§ **EXERCISE REQUIREMENTS**:
From the data that follows, copy every line holding the string "worn".

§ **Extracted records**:

● ● ● ● ●

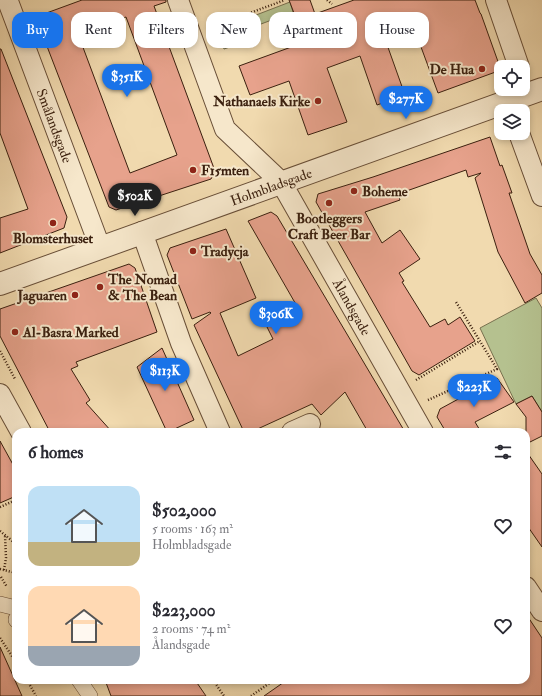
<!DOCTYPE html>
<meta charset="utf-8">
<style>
body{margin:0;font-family:"IM FELL Double Pica",serif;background:#f7f7f7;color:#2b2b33;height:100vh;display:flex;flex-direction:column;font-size:15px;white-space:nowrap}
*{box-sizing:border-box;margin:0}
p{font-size:13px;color:#7c7c81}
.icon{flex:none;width:22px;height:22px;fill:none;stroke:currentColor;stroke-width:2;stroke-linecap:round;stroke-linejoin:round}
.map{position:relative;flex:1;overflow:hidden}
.drawer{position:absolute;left:12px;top:428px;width:518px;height:256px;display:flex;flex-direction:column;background:#fff;border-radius:12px;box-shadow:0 2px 6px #0003}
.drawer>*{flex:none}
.guide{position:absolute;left:12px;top:12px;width:518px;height:36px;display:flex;gap:8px}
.buttons{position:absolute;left:494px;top:60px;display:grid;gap:8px}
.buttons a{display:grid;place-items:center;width:36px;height:36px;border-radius:8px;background:#fff;box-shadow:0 2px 6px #0003;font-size:20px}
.price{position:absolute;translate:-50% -34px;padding:0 9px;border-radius:14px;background:#1a73e8;color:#fff;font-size:13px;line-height:26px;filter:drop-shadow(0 1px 2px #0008)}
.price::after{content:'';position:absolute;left:50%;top:24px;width:12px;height:9px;margin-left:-6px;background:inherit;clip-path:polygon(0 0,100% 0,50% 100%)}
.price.active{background:#222;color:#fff}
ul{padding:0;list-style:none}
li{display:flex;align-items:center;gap:12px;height:100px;padding:0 16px}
li span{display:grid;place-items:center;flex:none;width:112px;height:80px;border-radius:12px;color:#555}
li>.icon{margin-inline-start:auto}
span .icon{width:48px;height:48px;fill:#fffc;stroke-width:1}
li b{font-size:17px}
h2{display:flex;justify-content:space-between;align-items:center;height:48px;padding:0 16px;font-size:17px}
.tag{padding:0 14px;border-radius:12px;background:#fff;box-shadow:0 2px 6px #0003;font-size:14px;line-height:36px}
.tag.active{background:#1a73e8;color:#fff}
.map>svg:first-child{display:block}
.green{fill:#b5c18f;stroke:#78704f}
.building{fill:#e7a28c;stroke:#3b200f;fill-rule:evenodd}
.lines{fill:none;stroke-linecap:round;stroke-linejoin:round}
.pedestrian-casing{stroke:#684e37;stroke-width:16}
.minor-casing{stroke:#684e37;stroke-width:22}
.tertiary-casing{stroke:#684e37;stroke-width:24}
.path{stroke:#3b200f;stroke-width:2.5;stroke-dasharray:1 2;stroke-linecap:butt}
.pedestrian{stroke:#f6e7cb;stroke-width:15}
.minor{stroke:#f6e7cb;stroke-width:20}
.tertiary{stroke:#f6e7cb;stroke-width:22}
.poi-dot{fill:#8f2418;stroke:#f6e7cb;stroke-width:1.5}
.labels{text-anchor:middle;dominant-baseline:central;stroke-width:4;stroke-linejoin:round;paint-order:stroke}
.poi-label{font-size:14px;font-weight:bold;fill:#3b200f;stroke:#f6e7cb;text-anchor:start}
.street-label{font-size:14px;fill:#3b200f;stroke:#f6e7cb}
</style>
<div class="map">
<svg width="542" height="696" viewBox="0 0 542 696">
<rect width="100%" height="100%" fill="#f1daaf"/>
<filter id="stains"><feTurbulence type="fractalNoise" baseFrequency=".005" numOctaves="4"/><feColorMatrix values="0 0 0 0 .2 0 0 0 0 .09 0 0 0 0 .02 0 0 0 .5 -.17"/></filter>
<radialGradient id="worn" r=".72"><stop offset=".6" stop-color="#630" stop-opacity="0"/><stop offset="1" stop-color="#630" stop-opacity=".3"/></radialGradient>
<g class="green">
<polygon points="290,2 293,12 253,27 256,38 224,49 217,30"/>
<polygon points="536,298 542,308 542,412 532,396 516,404 480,328"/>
</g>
<g class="building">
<path d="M82,0H166V2L154,6L215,171L211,179L116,210L109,207L38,23L41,15ZM126,17L177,155L130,173L78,34Z"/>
<polygon points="289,0 310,0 315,14 354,0 475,0 480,13 481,14 501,70 438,93 414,28 385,39 405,95 377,105 360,56 327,68 347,122 308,135 289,81 250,95 239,66 305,42"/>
<polygon points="0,49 1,49 67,217 64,228 0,253 0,218 28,209 0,133"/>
<polygon points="490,137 500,166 502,165 512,193 509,193 530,254 542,275 542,293 525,303 498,252 475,178 481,173 468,177 466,170 398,194 400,200 365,212 382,243 400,230 420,259 399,273 404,281 402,282 430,327 445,319 448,325 460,317 475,341 419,375 412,371 316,202 318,194 373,177"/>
<polygon points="271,212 277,216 405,432 368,432 345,392 321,415 312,404 251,432 244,432 194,325 211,313 210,312 192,319 167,255 170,248 226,229 256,298 220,313 238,356 273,339 266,325 298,308 248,221"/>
<polygon points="129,264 135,268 157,332 76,362 78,366 71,369 90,400 86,403 112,432 50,432 0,336 0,309"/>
<polygon points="162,348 194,420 168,432 167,432 137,367"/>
<polygon points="497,378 514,402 475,422 481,432 446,432 437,417 440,409"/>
<polygon points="532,396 542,412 542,436 526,444 526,417 516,404"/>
<polygon points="0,441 16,470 16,496 0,503"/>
<polygon points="526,451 542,474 542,547 526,524"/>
<polygon points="526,614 542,638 542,696 264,696 287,680 526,680"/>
<polygon points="0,647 22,696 0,696"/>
<polygon points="105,680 195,680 206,696 111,696"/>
</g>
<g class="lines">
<defs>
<g id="pedestrian">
<polyline points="0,604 16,608"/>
<polyline points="16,619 16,620"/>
<polyline points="79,680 90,696"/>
</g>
<g id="minor">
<path id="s1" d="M178,0L225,129L281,182L423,432"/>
<polyline points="496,0 519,67"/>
<path id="s2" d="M9,4L100,247"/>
<polyline points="519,133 542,196"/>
<polyline points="142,232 181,343 220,432"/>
<polyline points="0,394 21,432"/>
<polyline points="292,432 310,424"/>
<polyline points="526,587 542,611"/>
</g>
<g id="tertiary">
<path id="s3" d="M0,284L542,89"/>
</g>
</defs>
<use href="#pedestrian" class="pedestrian-casing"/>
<use href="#minor" class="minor-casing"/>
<use href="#tertiary" class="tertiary-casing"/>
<g class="path">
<polyline points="327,0 332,4"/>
<polyline points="209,28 285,0"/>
<polyline points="0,351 15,379"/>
<polyline points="416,380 480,341"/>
<polyline points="428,400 497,369 456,302"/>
<polyline points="0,507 16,500"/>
<polyline points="0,531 16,544"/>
<polyline points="0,569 16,573"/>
<polyline points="4,570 6,558 5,535"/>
<polyline points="1,577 7,587"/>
<polyline points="0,638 16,662"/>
<polyline points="27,680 36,696"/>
<polyline points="213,680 224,696"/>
<polyline points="251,696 274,680"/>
</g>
<use href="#pedestrian" class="pedestrian"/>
<use href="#minor" class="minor"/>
<use href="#tertiary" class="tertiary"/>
</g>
<g class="poi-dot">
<circle cx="482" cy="69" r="4"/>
<circle cx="318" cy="101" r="4"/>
<circle cx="193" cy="170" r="4"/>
<circle cx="354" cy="191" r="4"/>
<circle cx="329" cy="203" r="4"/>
<circle cx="53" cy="223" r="4"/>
<circle cx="193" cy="251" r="4"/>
<circle cx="100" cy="287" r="4"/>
<circle cx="75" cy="295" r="4"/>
<circle cx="15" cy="332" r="4"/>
</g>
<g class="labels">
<g class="poi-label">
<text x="474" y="69" text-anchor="end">De Hua</text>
<text x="310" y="101" text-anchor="end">Nathanaels Kirke</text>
<text x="201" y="170">F15mten</text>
<text x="362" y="191">Boheme</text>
<text x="329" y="218" text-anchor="middle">Bootleggers<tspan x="329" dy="16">Craft Beer Bar</tspan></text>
<text x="53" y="238" text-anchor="middle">Blomsterhuset</text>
<text x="201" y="251">Tradycja</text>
<text x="108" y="279">The Nomad<tspan x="108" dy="16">&amp; The Bean</tspan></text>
<text x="67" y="295" text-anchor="end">Jaguaren</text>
<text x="23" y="332">Al-Basra Marked</text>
</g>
<g class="street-label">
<text stroke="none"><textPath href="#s2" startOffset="130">Smålandsgade</textPath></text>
<text stroke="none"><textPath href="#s3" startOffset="288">Holmbladsgade</textPath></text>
<text stroke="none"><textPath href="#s1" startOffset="358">Ålandsgade</textPath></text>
</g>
</g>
<rect width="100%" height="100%" filter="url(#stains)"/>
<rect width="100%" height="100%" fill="url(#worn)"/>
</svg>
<div class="buttons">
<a><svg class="icon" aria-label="locate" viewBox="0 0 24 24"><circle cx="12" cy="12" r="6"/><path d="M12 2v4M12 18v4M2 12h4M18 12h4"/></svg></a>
<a><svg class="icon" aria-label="layers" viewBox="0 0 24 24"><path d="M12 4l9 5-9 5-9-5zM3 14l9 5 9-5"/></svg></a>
</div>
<b class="price" style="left:127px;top:98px">$351K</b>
<b class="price" style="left:406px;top:120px">$277K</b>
<b class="price active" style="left:135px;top:217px">$502K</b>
<b class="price" style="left:276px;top:335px">$306K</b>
<b class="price" style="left:165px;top:392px">$113K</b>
<b class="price" style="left:474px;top:408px">$223K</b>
<div class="guide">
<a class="tag active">Buy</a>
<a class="tag">Rent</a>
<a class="tag">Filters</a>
<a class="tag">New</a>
<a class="tag">Apartment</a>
<a class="tag">House</a>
</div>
<section class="drawer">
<h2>6 homes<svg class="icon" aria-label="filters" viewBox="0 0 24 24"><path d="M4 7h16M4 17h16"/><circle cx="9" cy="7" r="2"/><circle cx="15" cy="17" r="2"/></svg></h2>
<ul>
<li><span style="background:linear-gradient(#bfe0f5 70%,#c2b280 0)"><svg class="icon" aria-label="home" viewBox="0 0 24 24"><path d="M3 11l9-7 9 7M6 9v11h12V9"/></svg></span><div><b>$502,000</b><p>5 rooms · 163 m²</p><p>Holmbladsgade</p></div><svg class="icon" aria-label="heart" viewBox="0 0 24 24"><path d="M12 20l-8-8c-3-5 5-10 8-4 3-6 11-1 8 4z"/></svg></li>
<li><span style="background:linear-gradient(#ffd9b3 75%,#9aa5b1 0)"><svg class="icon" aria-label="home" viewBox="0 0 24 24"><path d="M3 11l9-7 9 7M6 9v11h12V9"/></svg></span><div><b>$223,000</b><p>2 rooms · 74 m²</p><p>Ålandsgade</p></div><svg class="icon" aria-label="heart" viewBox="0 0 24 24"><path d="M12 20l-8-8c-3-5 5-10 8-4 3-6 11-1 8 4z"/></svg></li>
</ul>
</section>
</div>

● ● ● ● ●

§ **REPLY**:
<radialGradient id="worn" r=".72"><stop offset=".6" stop-color="#630" stop-opacity="0"/><stop offset="1" stop-color="#630" stop-opacity=".3"/></radialGradient>
<rect width="100%" height="100%" fill="url(#worn)"/>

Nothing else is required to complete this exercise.